Tags
Amazing Grace, Barrowland, Bobby Hamilton, Breughel, clarinet, Geraldo, Glasgow, New Orleans, Old Rugged Cross, Pete Fountain, Pied Piper, Pope, United States
Just in case any of my readers think I have been too harsh on Homo Glaswegiensis, I seriously identified with some of the salt of the earth characters whom I had the privilege to meet in my childhood and adolescence.
When I travelled to New Orleans in adulthood and heard the great Pete Fountain play in the Marriott Ballroom, it only served to remind me of an even greater performance in the Glasgow Barrowland. And here is the poem:
AND ALL THAT JAZZ
Holocaust plies of crawfish, picked clean
by black tie delegates at this event –
a Breughel backdrop for those held enthralled
by one who’d played for Pope and President.
Pete Fountain – diamond-studded clarinet,
King of New Orleans and razzmatazz,
free as a bird, and yet a martinet
of syncopation, tempo…all that jazz.
It took me to another mise en scene:
(the Glasgow Barrowland, no less,)
where Bobby Hamilton, a pro has-been,
shook his instrument, tootling through the mess
of broken mussel shells dropped by the damned.
like a Pied Piper, he mesmerised them all,
with decorations from Geraldo’s band.
Once, in youth, the world had been his oyster;
but now he’d found the Pearl of Greatest Price
and this prodigal, who’d loved to roister,
found that the Living Water would suffice.
And, to the strains of The Old Rugged Cross,
he leant his burden on no broken reed.
Filled with new wine, he played to those who doss
in draughty doorways.
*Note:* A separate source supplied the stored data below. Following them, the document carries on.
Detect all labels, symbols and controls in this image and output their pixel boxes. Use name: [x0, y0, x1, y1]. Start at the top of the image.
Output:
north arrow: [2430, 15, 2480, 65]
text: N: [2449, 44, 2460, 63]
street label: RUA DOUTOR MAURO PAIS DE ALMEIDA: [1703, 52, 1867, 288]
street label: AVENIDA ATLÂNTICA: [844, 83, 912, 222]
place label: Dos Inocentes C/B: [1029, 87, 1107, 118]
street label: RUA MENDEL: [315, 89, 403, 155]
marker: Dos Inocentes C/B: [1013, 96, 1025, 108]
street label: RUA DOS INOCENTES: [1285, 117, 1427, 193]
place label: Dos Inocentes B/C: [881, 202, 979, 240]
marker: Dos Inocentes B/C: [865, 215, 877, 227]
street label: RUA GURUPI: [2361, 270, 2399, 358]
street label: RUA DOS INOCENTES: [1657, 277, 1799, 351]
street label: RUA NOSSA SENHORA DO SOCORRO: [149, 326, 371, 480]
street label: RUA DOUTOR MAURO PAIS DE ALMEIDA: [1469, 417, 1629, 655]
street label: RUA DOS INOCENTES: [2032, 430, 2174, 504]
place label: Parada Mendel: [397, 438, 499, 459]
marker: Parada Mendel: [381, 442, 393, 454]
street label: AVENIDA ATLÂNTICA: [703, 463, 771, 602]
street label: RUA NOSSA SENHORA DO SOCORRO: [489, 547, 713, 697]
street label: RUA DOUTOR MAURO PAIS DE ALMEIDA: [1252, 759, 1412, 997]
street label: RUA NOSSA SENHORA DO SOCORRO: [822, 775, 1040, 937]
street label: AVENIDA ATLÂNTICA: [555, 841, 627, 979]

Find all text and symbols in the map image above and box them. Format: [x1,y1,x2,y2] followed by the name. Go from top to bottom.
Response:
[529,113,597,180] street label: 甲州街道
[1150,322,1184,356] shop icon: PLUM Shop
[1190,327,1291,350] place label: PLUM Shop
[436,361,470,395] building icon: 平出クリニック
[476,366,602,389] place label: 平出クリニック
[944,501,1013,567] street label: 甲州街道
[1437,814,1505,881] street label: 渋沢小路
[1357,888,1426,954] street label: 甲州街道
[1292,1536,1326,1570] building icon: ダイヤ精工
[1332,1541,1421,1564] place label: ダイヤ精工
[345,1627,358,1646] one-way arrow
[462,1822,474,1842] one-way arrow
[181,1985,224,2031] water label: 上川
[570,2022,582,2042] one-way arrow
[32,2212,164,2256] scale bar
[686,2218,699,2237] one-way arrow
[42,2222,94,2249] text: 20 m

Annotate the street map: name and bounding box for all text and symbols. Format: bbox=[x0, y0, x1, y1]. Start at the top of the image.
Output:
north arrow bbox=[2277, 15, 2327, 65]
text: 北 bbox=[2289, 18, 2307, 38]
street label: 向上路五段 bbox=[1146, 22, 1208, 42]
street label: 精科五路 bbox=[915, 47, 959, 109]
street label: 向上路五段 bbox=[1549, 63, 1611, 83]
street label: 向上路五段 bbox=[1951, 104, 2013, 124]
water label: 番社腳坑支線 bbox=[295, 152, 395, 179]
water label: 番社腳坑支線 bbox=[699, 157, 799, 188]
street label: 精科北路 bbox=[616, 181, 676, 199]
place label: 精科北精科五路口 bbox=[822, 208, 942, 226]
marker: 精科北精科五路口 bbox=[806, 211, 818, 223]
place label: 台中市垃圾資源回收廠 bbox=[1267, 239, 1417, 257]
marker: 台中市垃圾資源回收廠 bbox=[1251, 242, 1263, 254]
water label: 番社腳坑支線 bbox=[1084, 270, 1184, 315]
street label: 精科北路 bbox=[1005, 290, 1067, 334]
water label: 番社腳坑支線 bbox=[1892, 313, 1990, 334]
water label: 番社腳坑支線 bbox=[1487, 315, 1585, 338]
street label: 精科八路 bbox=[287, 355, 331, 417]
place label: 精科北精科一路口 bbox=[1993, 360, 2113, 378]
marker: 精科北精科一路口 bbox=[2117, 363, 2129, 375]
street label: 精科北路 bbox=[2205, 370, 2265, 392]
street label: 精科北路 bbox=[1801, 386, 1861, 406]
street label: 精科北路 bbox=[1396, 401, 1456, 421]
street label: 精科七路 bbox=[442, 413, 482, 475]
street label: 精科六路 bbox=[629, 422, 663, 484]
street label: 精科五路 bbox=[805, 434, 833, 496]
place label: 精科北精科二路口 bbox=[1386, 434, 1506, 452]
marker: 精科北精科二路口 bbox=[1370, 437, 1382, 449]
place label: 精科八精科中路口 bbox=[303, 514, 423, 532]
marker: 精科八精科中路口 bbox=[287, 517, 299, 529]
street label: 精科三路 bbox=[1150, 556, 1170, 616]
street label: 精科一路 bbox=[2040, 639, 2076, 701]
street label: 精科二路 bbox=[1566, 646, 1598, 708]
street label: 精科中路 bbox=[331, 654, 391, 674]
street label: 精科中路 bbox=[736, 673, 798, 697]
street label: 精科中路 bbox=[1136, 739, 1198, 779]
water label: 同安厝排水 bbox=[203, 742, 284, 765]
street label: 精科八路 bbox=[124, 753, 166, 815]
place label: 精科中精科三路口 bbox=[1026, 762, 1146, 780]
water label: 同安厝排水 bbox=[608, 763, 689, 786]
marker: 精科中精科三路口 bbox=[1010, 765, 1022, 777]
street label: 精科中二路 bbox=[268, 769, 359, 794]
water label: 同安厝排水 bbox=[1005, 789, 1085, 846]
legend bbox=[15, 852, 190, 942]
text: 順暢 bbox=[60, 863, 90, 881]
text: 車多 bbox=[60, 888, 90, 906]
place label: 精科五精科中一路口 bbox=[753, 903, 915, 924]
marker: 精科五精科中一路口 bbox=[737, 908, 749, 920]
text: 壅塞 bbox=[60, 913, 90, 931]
Alcoholics bleed
if cut, like Presidents or Popes, or you or I.
And tears would streak the cracked and grimy lens
to think Amazing Grace would save them too,
with all their filthy rags and warts and wens:
if Bobby played it, then it must be true.
But those who filled the Marriott ballroom
saw that the dollar sign was in control.
Malodorous mishmash masked by perfume
cannot disguise the absence of true soul.